> **What to do**
Look for the word "gazetteer" in the material below, then report each line where it occurs.
-- Records to use follows --
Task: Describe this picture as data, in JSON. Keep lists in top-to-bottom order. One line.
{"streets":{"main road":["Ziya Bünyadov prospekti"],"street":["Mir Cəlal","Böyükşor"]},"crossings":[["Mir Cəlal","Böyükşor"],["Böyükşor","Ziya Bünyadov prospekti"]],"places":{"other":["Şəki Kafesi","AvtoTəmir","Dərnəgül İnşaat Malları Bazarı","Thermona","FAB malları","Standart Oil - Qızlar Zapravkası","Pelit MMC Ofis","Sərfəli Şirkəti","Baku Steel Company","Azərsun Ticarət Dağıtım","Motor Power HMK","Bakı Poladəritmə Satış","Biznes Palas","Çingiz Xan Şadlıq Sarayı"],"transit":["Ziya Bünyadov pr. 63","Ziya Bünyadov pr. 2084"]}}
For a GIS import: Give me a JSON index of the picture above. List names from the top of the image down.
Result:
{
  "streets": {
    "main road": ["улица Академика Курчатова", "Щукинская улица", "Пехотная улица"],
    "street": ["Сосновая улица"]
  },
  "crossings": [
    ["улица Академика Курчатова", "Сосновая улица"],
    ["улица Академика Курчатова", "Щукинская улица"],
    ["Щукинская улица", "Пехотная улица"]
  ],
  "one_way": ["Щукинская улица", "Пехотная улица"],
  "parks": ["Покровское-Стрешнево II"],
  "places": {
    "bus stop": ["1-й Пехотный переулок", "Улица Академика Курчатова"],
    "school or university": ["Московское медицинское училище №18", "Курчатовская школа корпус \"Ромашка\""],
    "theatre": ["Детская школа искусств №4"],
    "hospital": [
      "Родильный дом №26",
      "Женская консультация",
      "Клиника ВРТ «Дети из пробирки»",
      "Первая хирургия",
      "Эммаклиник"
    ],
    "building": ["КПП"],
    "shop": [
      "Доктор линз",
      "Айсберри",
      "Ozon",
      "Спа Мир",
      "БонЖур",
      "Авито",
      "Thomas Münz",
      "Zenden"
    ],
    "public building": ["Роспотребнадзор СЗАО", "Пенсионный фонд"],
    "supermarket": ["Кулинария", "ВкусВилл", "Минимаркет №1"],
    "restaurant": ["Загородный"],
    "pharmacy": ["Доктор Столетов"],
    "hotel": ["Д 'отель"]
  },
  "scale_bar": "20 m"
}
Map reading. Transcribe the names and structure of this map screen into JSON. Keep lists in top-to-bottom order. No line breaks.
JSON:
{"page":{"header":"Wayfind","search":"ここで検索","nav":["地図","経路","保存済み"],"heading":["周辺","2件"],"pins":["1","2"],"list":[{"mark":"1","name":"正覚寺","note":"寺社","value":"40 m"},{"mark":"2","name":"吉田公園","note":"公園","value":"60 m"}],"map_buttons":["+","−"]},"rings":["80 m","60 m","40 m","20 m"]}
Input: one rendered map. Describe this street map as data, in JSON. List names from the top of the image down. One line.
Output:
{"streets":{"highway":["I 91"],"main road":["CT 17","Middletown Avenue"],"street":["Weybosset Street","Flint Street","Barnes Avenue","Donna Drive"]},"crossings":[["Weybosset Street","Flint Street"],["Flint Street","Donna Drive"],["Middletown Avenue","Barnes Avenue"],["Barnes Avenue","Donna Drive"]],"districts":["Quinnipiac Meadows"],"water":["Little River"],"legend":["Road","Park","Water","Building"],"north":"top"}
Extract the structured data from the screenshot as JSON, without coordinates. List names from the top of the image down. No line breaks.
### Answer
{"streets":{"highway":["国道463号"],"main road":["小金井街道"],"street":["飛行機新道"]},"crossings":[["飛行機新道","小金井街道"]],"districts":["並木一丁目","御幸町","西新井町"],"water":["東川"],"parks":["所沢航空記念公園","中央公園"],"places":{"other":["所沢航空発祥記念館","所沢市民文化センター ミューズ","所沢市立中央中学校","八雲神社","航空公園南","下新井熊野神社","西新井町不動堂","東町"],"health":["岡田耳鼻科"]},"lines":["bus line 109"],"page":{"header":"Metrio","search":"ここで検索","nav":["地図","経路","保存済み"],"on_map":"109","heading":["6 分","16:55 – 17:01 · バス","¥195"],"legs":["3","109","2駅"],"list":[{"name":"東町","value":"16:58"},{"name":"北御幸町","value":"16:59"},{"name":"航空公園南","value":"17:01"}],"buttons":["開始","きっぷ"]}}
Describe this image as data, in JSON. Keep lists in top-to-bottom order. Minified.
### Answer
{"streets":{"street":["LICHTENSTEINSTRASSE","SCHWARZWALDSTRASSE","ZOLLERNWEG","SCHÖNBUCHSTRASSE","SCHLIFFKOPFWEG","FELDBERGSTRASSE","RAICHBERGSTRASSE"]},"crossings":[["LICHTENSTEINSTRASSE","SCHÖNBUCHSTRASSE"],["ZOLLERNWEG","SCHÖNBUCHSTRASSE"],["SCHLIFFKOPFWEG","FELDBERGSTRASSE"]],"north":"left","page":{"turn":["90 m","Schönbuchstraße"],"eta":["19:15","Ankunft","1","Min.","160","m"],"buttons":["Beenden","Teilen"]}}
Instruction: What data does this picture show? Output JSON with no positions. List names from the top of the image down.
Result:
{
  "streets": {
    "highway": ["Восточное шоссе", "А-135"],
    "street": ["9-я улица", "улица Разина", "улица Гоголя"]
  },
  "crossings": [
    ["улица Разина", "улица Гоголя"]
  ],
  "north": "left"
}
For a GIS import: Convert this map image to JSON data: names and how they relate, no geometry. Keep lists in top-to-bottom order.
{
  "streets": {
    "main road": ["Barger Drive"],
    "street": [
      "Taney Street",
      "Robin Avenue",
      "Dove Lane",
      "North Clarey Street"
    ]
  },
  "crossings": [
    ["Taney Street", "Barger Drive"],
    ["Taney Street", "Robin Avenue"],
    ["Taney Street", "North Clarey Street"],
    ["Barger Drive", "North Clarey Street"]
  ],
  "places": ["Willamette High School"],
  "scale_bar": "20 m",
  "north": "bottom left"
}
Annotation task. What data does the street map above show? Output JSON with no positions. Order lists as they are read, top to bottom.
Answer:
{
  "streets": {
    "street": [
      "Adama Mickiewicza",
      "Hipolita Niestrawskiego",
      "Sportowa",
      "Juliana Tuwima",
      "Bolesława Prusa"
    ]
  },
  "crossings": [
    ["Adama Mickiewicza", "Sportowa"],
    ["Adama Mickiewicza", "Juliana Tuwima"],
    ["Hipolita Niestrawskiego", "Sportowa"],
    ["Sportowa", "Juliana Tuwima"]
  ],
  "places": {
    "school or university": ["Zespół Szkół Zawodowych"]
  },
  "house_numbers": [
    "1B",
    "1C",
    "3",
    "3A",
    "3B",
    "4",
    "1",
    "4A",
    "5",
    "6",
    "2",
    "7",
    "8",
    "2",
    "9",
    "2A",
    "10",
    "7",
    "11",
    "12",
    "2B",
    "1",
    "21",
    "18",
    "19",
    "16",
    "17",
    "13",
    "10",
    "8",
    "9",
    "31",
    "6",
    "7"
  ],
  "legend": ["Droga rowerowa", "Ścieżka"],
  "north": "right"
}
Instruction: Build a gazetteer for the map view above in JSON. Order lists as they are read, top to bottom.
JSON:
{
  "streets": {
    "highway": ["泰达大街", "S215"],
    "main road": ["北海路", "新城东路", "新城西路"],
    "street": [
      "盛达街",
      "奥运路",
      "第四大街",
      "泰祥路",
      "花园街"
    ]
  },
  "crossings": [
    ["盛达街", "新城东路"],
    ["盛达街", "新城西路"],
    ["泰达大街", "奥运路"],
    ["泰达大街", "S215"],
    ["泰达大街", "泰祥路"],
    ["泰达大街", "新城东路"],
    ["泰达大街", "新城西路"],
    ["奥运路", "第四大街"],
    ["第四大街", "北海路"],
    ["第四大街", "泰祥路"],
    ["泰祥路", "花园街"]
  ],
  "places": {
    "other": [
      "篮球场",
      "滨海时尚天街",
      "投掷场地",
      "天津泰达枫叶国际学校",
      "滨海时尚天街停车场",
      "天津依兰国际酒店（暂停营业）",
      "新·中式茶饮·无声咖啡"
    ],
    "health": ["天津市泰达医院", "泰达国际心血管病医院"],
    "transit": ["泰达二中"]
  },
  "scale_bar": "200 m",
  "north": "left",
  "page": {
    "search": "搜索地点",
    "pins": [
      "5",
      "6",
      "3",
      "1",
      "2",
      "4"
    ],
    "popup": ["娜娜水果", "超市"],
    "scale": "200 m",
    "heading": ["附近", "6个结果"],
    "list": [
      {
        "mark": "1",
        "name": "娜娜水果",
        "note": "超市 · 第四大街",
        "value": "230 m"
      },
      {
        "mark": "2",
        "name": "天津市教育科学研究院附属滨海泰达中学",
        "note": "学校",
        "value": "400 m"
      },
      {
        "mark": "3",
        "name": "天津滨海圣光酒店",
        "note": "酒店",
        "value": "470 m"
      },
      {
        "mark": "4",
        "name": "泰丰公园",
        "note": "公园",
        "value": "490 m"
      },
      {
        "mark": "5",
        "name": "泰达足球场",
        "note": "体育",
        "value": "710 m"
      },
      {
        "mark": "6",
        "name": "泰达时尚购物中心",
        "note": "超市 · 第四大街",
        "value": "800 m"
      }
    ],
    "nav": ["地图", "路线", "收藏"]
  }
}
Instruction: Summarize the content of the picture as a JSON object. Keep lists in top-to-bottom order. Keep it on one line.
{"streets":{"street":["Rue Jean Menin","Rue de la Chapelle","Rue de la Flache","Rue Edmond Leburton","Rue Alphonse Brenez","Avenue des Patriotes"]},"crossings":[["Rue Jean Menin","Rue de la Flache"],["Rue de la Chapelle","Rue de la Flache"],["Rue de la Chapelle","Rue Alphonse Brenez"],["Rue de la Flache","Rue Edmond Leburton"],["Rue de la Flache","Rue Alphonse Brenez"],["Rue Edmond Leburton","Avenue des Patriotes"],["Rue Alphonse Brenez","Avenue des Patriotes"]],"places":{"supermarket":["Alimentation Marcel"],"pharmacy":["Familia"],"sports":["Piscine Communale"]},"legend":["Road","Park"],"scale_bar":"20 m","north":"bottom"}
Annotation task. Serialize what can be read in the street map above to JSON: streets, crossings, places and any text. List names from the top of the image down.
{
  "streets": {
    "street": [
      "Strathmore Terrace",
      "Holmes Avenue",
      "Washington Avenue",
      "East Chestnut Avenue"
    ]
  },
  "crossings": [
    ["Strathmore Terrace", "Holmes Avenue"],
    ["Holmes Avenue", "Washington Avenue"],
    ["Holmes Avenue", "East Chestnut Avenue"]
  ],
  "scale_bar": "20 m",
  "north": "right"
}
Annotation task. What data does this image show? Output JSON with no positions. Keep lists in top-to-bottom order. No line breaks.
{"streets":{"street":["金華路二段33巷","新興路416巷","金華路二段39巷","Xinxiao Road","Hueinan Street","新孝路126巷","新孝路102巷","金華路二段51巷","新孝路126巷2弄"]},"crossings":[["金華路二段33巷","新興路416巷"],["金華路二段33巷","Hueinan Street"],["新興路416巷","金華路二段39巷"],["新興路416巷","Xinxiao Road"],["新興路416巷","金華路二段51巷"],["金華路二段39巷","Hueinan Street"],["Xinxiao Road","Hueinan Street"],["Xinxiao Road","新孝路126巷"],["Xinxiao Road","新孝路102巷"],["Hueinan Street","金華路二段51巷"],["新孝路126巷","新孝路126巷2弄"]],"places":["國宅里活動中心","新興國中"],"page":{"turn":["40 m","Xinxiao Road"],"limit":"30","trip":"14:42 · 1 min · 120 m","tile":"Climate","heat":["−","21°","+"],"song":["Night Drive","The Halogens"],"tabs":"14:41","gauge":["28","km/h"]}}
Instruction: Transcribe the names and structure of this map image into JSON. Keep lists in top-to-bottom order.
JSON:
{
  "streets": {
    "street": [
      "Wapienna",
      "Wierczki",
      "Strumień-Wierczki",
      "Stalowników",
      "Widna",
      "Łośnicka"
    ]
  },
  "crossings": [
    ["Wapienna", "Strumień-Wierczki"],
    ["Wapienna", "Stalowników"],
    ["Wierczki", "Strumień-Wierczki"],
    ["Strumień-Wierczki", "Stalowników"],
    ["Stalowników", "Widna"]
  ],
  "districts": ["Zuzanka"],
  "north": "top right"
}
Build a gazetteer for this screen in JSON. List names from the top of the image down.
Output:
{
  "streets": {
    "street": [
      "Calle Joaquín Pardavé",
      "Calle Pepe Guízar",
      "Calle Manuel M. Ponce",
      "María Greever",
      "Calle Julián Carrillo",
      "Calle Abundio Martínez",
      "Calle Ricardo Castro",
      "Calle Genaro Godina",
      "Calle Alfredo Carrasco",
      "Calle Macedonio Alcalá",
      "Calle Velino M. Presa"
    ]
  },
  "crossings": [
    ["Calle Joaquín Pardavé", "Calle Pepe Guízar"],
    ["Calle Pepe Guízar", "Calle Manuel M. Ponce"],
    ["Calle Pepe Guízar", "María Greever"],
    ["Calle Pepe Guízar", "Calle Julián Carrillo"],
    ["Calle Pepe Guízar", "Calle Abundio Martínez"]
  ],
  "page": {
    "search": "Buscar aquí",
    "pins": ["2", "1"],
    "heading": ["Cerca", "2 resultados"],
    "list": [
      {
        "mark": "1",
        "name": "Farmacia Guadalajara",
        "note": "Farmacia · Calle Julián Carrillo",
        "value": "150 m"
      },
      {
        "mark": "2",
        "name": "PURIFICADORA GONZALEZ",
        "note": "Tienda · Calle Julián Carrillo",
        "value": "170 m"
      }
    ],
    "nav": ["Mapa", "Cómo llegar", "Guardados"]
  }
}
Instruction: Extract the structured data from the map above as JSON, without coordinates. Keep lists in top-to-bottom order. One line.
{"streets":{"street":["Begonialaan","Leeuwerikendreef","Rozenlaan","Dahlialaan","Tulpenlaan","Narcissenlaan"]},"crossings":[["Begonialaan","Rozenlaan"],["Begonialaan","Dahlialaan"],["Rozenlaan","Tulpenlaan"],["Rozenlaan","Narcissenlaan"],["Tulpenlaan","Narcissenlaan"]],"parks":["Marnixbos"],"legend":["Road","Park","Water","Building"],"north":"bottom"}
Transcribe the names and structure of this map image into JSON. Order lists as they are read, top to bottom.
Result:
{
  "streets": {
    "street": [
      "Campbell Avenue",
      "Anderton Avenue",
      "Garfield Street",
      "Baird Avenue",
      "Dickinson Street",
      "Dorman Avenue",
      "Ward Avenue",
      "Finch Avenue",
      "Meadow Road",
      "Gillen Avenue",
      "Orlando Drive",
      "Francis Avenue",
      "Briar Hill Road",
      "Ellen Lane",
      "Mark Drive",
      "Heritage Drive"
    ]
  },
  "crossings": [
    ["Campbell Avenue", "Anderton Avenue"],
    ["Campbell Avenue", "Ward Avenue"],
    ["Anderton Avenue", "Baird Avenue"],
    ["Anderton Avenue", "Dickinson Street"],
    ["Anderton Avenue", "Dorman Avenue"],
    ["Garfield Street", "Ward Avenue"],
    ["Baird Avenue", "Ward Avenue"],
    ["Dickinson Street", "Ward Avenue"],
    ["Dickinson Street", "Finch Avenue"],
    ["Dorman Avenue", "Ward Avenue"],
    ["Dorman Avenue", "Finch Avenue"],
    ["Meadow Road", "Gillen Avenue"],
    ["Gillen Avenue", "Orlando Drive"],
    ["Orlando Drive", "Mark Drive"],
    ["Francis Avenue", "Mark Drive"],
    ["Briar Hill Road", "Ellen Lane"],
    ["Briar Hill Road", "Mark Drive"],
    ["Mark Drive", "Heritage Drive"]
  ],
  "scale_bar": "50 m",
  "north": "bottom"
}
-- Records to use concluded --
> **Solution below**
Instruction: Build a gazetteer for the map view above in JSON. Order lists as they are read, top to bottom.
Build a gazetteer for this screen in JSON. List names from the top of the image down.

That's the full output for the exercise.